The mainstream can no longer ignore it.
WSJ article:
G-8 Protesters Say They Were Beaten,
Deprived of Rights by Police in Italy
By YAROSLAV TROFIMOV and IAN JOHNSON
Staff Reporters of THE WALL STREET JOURNAL
Just before midnight on July 21, Miriam Heigl, a political-science
student from Munich, was figuring out a way to get home after three days
protesting the Group of Eight summit in the Italian city of Genoa.
As she scanned train schedules posted in the Armando Diaz school
complex, some 70 members of an Italian SWAT team smashed through the
front door, wielding truncheons and shields, their faces covered with
blue and red handkerchiefs. Ms.

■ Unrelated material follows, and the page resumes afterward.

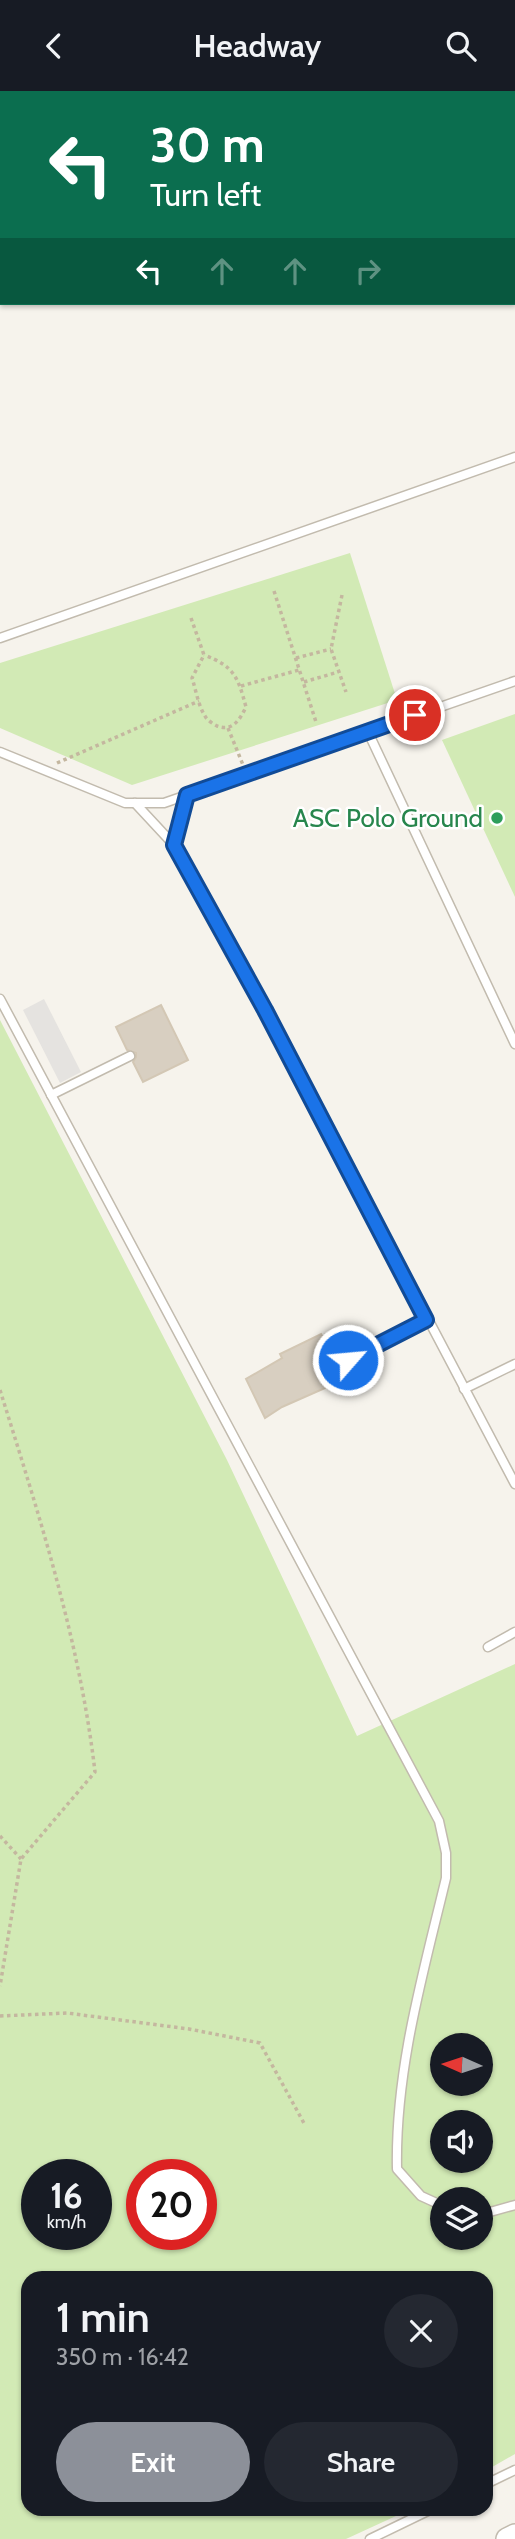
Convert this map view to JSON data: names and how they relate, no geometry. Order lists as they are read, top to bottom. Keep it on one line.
{"places":["ASC Polo Ground"],"north":"left","page":{"header":"Headway","turn":["30 m","Turn left"],"speed":"16 km/h","limit":"20","heading":["1 min","350 m · 16:42"],"buttons":["Exit","Share"]}}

Heigl and about 30 others were arrested
and taken to a police barracks, where the 25-year-old says she was made
to strip, humiliated and deprived of basic civil liberties.
Miriam Heigl
Hospital records show that 61 others in the school fared worse -- they
ended up requiring treatment for injuries. "All I remember is being hit
on the head with a truncheon right away," says Melanie Jonasch, a
28-year-old archeology student from Berlin, "and then I woke up here" --
in a Genoese hospital, where she has had surgery for a broken mastoid
bone behind her left ear.
To millions world-wide, the Genoa G-8 summit two weeks ago will be
remembered as the most violent in a series of international protests
against "globalization," a rallying cry first popularized during clashes
at a 1999 trade meeting in Seattle. As the leaders of eight leading
industrialized countries met in Italy, TV viewers around the world
watched police fight citywide battles with anarchist militants who set
dozens of cars, banks and storefronts afire.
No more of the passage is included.